Se quisermos trabalhar com este ser mágico simbolicamente, podemos sempre fazer o exercício de nos questionar se nos estamos a comportar como um Lobisomem, ou se pessoas que nos magoaram o merecem ser - refletir não só sobre a nossa maldade interior, como aquela que já sofremos. Algo que não nos devemos esquecer é que o fadário de um Lobisomem é um castigo, e deve ser tratado como tal. Por isso, deixo como sugestão mágica uma praga para colocar este castigo em alguém que esteja a tomar as ações de um Lobisomem, pois a justiça divina também pode vir das nossas mãos:
- Arranja uma vela negra, manjericão, tecido castanho, papel, corda, algo que simbolize a pessoa e algo que simbolize o animal como esta pessoa está a agir;
- Acende a vela. No tecido, coloca o manjericão, e os símbolos;
- Escreve num papel "Assim agiste, assim o és. Danado sejas a tomar forma de bicho até que aprendas a ser humano. Esse é teu fadário." e diz em voz alta as vezes que achares necessárias - cada vez será uma volta que o Lobisomem tem de fazer para cumprir o seu fadário;
- Dobra o papel e coloca-o no tecido. Dobra o tecido com as coisas lá dentro e ata com a corda;
- Deixa a vela arder até ao fim. Medita sobre as razões pela qual estás a rogar esta praga;
- Enterra o tecido atado no quintal da pessoa ou num local próximo da sua casa.

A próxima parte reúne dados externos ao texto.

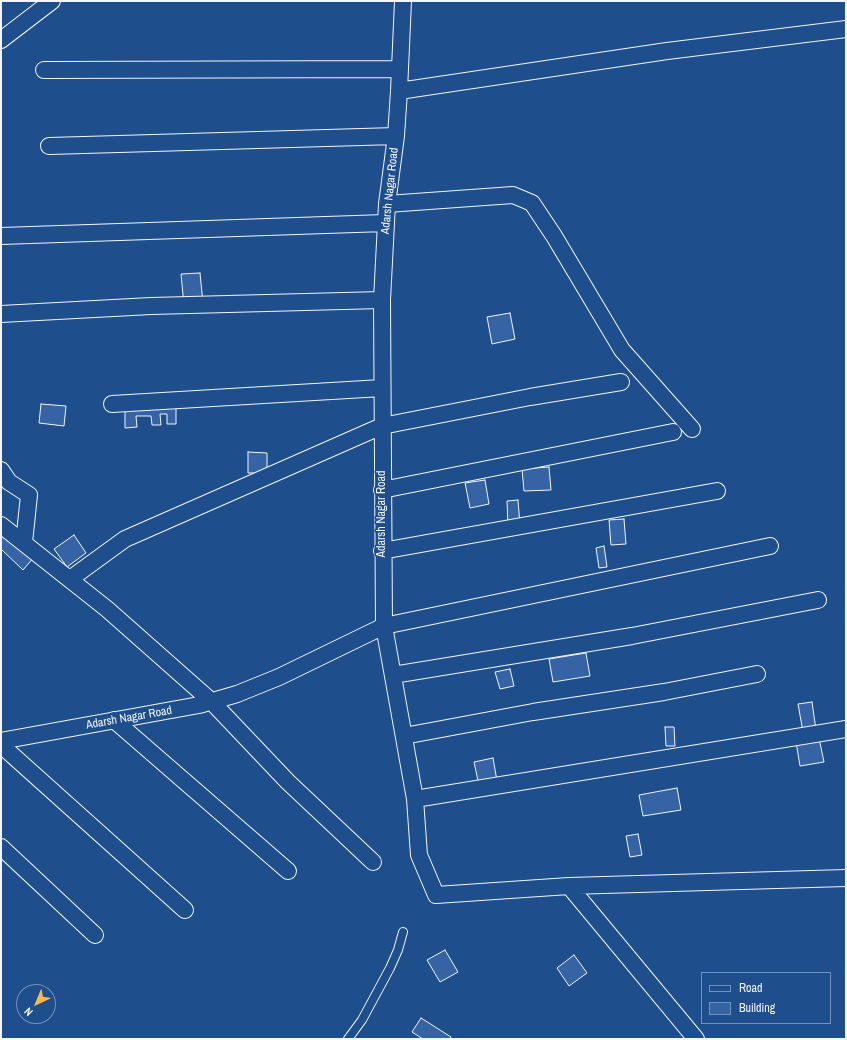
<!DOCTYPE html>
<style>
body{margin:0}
#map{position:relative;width:847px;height:1040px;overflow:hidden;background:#1f4e8c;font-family:"Archivo Narrow",sans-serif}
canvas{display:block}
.frame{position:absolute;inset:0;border:2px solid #f2f6ff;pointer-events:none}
.legend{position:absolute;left:701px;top:972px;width:130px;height:52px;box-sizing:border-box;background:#1f4e8c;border:1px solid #7391ba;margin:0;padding:5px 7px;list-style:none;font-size:12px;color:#f2f6ff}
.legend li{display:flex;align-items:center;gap:8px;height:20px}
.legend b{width:20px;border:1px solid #7391ba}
.north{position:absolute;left:16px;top:984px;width:40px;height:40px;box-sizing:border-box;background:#1f4e8c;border:1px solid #7391ba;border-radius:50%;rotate:224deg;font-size:11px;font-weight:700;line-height:16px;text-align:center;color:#f2f6ff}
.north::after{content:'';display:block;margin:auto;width:14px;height:18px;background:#ffb74d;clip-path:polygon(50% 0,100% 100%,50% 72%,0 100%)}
</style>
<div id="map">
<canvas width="847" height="1040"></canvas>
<div class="frame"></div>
<ul class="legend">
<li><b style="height:5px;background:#1f4e8c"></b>Road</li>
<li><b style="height:11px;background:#3563a3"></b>Building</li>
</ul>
<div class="north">N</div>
</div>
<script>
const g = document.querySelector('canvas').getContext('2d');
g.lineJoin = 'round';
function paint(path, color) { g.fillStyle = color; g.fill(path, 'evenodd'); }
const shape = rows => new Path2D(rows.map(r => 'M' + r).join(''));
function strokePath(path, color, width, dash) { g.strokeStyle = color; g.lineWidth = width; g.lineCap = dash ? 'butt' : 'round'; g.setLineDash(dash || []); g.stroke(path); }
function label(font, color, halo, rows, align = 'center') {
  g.font = font + ' "Archivo Narrow",sans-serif'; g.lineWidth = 3; g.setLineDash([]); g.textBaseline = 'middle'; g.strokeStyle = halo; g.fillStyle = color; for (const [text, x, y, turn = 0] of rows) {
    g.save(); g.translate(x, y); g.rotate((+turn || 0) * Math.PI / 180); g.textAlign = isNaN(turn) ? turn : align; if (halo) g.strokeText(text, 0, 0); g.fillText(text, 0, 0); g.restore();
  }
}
const building = shape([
 [200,273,203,303,184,305,181,274,200,273],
 [510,313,515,339,492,344,487,317,510,313],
 [41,404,66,406,64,426,39,423,41,404],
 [176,406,176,424,167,424,167,414,160,414,161,425,152,425,151,416,136,416,137,427,125,428,125,409,176,406],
 [248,452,267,453,267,473,248,473,248,452],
 [549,467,551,490,524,491,522,469,549,467],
 [485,480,489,504,470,508,465,483,485,480],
 [518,500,520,525,508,525,507,501,518,500],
 [624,519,626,544,611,545,609,520,624,519],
 [1,526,34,557,23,570,1,549,1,526],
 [74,535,86,553,67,567,54,549,74,535],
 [604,546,607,567,599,568,596,548,604,546],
 [586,653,590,676,553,682,549,659,586,653],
 [510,669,514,686,500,689,495,672,510,669],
 [812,702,816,730,803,732,798,704,812,702],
 [665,727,674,727,675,746,666,746,665,727],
 [819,738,824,762,800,766,796,742,819,738],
 [493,758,497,781,479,785,474,762,493,758],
 [677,788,681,810,643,816,639,795,677,788],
 [638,834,642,855,630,857,626,836,638,834],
 [445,950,458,972,440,982,427,960,445,950],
 [574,955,587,973,569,986,557,968,574,955],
 [421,1018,451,1037,450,1039,423,1039,412,1032,421,1018]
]);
const service = shape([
 [348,1039,362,1020,390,968,398,950,403,932]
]);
const minor = shape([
 [403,1,399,91,396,136,387,204,382,300,384,626,415,799,419,855,436,895,569,886,846,878],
 [1,40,52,1],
 [44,70,400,69],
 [399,91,667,51,846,29],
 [49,146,396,136],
 [387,204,513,195,532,203,554,236,622,350,692,429],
 [1,236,385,223],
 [1,314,151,306,382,300],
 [112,404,382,388],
 [1,470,9,482,29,495,24,543],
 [382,490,673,432],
 [1,525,107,609,211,701,288,782,373,862],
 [382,551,717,491],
 [70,579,125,539,382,426,530,397,621,382],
 [393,675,632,636,818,600],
 [114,720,288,871],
 [404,736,533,712,664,692,757,674],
 [1,741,199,705,237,694,279,677,384,626,770,546],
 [1,745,185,910],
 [415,799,846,729],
 [1,847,95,935],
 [569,886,696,1039]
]);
const streetNames = [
 ["Adarsh Nagar Road",390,191,-84],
 ["Adarsh Nagar Road",382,514,-90],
 ["Adarsh Nagar Road",129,718,-10]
];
paint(building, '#3563a3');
strokePath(building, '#f2f6ff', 1);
strokePath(service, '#f2f6ff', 10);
strokePath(minor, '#f2f6ff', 18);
strokePath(service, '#1f4e8c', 8);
strokePath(minor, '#1f4e8c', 16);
label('12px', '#f2f6ff', '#1f4e8c', streetNames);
</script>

Podes ainda rogar a praga apenas com palavras, mas os elementos físicos aumentam a sua eficácia. Esta magia afetará a forma como a pessoa é vista pelos outros, bem como a sua habilidade de pensar claramente. Pragas como estas são ideais quando alguém fez algo que merece justiça, mas esta não é dada judicialmente. Nunca faças uma praga de atitude leve, e tem sempre proteções quando fizeres uma.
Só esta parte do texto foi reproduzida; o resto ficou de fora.